> **Data supplied**:
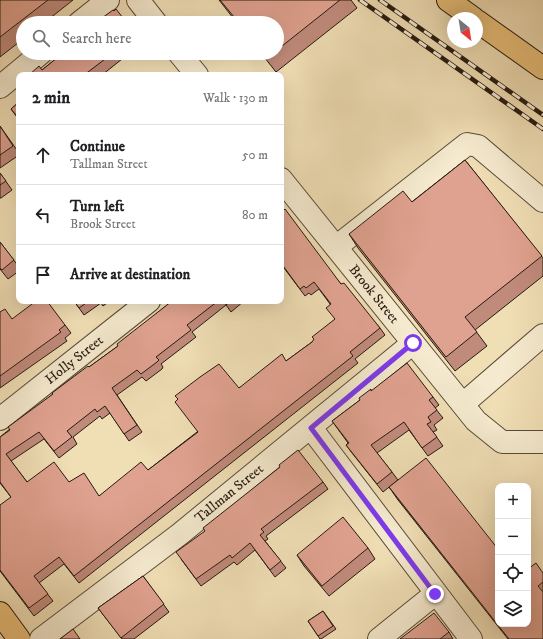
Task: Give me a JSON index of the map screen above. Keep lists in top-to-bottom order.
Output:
{
  "streets": {
    "street": ["Brook Street", "Holly Street", "Tallman Street"]
  },
  "crossings": [
    ["Brook Street", "Tallman Street"]
  ],
  "north": "bottom right",
  "page": {
    "search": "Search here",
    "heading": ["2 min", "Walk · 130 m"],
    "list": [
      ["Continue", "Tallman Street", "50 m"],
      ["Turn left", "Brook Street", "80 m"],
      "Arrive at destination"
    ],
    "map_buttons": ["+", "−"]
  }
}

> **Exercise aim**: Reproduce the material exactly; omit the pictures.

> **Output of the task**:
Task: Give me a JSON index of the map screen above. Keep lists in top-to-bottom order.
Output:
{
  "streets": {
    "street": ["Brook Street", "Holly Street", "Tallman Street"]
  },
  "crossings": [
    ["Brook Street", "Tallman Street"]
  ],
  "north": "bottom right",
  "page": {
    "search": "Search here",
    "heading": ["2 min", "Walk · 130 m"],
    "list": [
      ["Continue", "Tallman Street", "50 m"],
      ["Turn left", "Brook Street", "80 m"],
      "Arrive at destination"
    ],
    "map_buttons": ["+", "−"]
  }
}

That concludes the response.